Des papas, des mamans
mars 21st, 2013 Posted in LectureCes derniers jours une rumeur a couru en Tunisie : l’Assemblée constituante envisagerait le retour de la polygamie, qui est interdite dans le pays depuis son indépendance1. Cette rumeur, qui resurgit apparemment régulièrement depuis la chute du président Ben Ali, est toujours démentie mais symbolise, je suppose, la crainte d’une régression du pays et la peur que les partis politiques qui se réclament de la religion n’imposent définitivement leur loi.
J’ai été amusé d’entendre parler de cette histoire alors même que j’étais en train de relire Vendredi, de Robert Heinlein2. Heinlein est un des plus grands auteurs de l’âge d’or de la science-fiction — un classique au même titre que ses cadets Isaac Asimov, Frederik Pohl ou Ray Bradbury. Il a toujours eu une réputation d’auteur réactionnaire, du fait de sa fascination pour l’armée, dans laquelle il a d’ailleurs fait sa première carrière. Il était par ailleurs patriote et, après guerre, nettement anti-communiste. Politiquement, on doit pouvoir trouver un peu de tout chez Heinlein, de Roosevelt au libertarisme d’Ayn Rand, de la Beat Generation et du mouvement hippie à Ronald Reagan dont il a soutenu le programme de défense spatial. À la suite de sa découverte de Darwin, et malgré une éducation très religieuse, il est devenu franchement athée et même, anti-religieux. Ses positions sur les rapports entre hommes et femmes sont assez atypiques : on sent une forme de vénération pour les femmes qu’il présente comme brillantes et fortes, et donc plutôt supérieures qu’égales. J’ai beaucoup lu Heinlein vers quatorze-quinze ans, c’est à dire il y a trente ans maintenant, et je suis curieux de m’y replonger pour comprendre, d’autant que je suis certain que je dois une partie de ma façon de voir le monde à cet auteur, tout en étant persuadé de ne pas avoir compris tout ce qu’il racontait3.
Mais ce qui m’intéresse aujourd’hui, et qui m’a pourtant — bizarrement — complètement échappé au cours de mon adolescence, c’est l’obsession de Robert Heinlein pour les modèles familiaux non-conventionnels, dont la description parcourt son œuvre depuis ses débuts comme auteur de science-fiction, c’est à dire à la fin des années 1930 !

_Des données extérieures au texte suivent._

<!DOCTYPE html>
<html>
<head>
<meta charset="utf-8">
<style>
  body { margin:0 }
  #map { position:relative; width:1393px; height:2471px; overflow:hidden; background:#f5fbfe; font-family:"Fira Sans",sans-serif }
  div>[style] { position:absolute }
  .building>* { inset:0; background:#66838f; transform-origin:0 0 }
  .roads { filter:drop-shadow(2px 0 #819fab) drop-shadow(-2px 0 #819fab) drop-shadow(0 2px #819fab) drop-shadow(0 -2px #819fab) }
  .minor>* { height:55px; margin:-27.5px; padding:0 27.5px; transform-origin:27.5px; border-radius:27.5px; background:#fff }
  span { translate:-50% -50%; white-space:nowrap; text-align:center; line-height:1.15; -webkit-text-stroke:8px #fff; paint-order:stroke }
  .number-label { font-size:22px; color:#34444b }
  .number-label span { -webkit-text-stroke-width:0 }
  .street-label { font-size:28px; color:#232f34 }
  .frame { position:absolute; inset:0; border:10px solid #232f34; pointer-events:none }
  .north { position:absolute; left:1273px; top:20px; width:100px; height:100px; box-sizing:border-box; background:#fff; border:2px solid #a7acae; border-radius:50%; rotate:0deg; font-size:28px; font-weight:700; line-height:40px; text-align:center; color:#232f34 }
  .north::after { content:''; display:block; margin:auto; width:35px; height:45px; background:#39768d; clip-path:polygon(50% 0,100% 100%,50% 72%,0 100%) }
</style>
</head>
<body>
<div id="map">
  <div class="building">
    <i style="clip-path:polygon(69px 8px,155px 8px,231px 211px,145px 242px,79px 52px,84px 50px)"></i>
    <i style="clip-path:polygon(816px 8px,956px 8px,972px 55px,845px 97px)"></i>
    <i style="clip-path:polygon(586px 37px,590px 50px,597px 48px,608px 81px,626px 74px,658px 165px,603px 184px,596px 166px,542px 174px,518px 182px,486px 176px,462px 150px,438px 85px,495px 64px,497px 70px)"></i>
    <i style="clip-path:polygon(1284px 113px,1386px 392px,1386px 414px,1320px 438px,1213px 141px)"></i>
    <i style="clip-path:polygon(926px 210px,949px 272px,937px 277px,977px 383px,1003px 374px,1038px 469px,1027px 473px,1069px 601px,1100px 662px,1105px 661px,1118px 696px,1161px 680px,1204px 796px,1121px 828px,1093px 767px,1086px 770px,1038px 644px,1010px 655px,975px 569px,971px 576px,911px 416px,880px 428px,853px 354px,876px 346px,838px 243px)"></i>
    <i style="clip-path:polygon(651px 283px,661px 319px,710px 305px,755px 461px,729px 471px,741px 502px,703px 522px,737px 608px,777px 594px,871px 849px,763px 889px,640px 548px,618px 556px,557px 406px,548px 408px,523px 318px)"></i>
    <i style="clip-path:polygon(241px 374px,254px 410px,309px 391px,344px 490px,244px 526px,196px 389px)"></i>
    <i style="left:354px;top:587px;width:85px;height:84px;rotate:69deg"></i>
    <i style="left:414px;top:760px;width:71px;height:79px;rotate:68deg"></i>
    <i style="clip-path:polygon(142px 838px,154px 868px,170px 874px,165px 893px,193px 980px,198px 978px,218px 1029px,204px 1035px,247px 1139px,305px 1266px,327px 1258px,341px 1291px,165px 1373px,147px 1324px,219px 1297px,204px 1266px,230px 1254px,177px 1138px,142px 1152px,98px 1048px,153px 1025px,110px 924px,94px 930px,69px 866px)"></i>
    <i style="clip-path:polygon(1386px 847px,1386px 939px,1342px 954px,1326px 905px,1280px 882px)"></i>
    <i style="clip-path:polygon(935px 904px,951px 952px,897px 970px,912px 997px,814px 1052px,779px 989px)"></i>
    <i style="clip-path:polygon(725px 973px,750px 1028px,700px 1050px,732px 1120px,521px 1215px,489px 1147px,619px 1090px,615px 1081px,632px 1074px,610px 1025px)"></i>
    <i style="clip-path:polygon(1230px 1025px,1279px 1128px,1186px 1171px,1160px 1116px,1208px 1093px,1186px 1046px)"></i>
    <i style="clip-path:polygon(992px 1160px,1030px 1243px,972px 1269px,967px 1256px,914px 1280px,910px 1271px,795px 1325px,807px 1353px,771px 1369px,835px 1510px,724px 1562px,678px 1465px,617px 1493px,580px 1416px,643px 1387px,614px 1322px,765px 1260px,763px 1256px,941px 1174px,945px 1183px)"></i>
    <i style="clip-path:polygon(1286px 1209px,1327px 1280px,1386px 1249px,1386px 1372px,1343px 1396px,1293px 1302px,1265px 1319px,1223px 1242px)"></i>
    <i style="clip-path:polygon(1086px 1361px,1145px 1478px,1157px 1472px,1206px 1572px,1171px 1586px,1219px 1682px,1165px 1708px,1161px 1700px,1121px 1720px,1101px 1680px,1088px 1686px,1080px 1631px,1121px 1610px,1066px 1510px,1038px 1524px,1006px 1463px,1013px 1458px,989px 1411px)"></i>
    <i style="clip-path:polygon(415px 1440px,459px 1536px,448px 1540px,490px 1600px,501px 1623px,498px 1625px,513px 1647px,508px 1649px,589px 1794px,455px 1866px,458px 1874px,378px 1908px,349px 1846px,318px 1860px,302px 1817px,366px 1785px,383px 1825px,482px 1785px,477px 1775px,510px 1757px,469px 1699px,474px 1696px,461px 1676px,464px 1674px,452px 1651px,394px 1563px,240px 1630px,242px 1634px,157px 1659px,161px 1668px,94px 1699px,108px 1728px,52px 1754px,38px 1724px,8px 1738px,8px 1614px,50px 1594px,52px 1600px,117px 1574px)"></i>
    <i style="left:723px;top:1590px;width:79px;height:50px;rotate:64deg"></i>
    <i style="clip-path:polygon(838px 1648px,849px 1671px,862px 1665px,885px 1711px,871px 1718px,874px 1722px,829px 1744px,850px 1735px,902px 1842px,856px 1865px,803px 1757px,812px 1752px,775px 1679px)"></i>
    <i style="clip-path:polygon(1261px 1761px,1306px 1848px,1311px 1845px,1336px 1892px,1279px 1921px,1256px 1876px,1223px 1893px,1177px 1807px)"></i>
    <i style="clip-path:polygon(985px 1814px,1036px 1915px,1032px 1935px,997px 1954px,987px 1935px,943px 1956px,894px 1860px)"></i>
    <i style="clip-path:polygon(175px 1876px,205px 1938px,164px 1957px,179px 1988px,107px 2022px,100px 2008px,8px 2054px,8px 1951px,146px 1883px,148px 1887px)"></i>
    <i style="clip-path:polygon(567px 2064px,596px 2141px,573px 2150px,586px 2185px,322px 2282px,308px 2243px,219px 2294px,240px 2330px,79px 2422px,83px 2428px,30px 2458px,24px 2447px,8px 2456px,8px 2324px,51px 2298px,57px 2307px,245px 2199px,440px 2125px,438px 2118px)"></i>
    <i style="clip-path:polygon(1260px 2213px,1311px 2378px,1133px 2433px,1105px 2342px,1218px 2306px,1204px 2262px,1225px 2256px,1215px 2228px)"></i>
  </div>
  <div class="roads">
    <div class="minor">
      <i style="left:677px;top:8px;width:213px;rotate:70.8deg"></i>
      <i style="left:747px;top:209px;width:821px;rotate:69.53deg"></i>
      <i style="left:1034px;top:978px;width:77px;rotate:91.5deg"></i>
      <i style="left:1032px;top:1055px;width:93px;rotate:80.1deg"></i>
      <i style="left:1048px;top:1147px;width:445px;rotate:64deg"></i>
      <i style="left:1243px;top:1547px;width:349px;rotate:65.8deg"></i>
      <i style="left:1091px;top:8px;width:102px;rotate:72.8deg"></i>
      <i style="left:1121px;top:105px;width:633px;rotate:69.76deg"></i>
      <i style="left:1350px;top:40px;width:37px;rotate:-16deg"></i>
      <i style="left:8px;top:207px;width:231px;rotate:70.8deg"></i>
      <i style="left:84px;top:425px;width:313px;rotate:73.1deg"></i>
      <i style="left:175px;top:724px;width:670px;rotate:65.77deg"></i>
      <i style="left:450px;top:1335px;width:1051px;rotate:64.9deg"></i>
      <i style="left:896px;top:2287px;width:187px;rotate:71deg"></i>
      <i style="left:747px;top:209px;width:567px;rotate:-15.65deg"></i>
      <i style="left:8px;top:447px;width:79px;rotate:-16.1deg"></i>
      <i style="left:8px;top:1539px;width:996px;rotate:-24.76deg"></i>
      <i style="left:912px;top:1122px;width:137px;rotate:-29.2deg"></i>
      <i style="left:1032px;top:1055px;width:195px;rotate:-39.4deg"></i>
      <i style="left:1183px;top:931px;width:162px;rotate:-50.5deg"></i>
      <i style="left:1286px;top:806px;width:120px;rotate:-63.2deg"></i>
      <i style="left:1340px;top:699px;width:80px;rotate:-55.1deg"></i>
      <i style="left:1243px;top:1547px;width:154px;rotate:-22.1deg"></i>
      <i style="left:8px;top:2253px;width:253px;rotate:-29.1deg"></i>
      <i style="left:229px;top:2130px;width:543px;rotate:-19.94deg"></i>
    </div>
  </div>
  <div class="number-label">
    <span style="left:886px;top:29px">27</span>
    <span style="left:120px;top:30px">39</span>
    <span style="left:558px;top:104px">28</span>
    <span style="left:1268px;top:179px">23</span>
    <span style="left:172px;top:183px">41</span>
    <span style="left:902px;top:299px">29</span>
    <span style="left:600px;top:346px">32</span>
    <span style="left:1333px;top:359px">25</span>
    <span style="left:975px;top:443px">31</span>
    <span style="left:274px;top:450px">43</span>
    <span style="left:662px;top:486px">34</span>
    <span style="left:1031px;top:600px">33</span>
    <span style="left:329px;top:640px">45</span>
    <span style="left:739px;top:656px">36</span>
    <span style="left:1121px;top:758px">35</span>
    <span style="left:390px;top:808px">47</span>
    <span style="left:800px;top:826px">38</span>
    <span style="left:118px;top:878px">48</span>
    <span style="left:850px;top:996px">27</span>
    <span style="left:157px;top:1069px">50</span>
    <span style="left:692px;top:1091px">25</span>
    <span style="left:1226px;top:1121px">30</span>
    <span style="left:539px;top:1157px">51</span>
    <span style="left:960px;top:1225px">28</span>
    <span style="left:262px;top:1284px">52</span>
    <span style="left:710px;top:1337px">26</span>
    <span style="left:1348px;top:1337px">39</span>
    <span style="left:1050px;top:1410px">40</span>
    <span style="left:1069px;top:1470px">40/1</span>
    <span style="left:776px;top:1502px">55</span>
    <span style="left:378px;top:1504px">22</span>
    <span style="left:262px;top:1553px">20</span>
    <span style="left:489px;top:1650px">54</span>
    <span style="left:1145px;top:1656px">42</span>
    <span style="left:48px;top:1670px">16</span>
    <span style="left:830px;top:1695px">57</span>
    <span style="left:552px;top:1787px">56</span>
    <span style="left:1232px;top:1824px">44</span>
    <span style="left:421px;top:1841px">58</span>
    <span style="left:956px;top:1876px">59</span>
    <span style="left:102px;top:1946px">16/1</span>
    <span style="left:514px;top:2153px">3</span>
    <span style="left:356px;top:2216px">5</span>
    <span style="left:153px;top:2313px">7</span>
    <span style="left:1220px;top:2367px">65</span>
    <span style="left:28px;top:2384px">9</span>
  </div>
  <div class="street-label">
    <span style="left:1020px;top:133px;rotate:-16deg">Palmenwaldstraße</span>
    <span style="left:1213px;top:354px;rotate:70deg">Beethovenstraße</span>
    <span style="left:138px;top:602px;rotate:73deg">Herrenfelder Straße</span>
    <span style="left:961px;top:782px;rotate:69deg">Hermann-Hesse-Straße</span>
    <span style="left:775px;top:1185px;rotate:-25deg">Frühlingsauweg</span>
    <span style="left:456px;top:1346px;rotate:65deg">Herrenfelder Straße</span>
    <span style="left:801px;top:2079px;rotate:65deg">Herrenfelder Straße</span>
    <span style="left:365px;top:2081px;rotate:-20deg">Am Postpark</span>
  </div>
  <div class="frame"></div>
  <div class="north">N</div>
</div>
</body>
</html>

Dans Révolte sur la Lune (The Moon is a harsh Mistress, 1966), par exemple, Manuel Garcia O’Kelly décrit sa famille, la famille Davis, qui est vieille de plus d’un siècle et composée de dix-sept co-époux dont les âges vont de l’adolescence au troisième âge. Les nouveaux époux qui sont accueillis dans la famille sont élus par un vote des femmes. Ces tribus luniennes plus ou moins matriarcales ont un poids politique et financier important. Leurs nombreux enfants vivent dans des dortoirs et quittent la famille dès qu’ils sont en âge de se marier. Cette manière de vivre est née du très faible nombre de femmes présente lors de la colonisation du satellite de la Terre par ses premiers pionniers. Un autre personnage du roman, Wyoh, a quant à elle, quatre époux et est mère-porteuse professionnelle.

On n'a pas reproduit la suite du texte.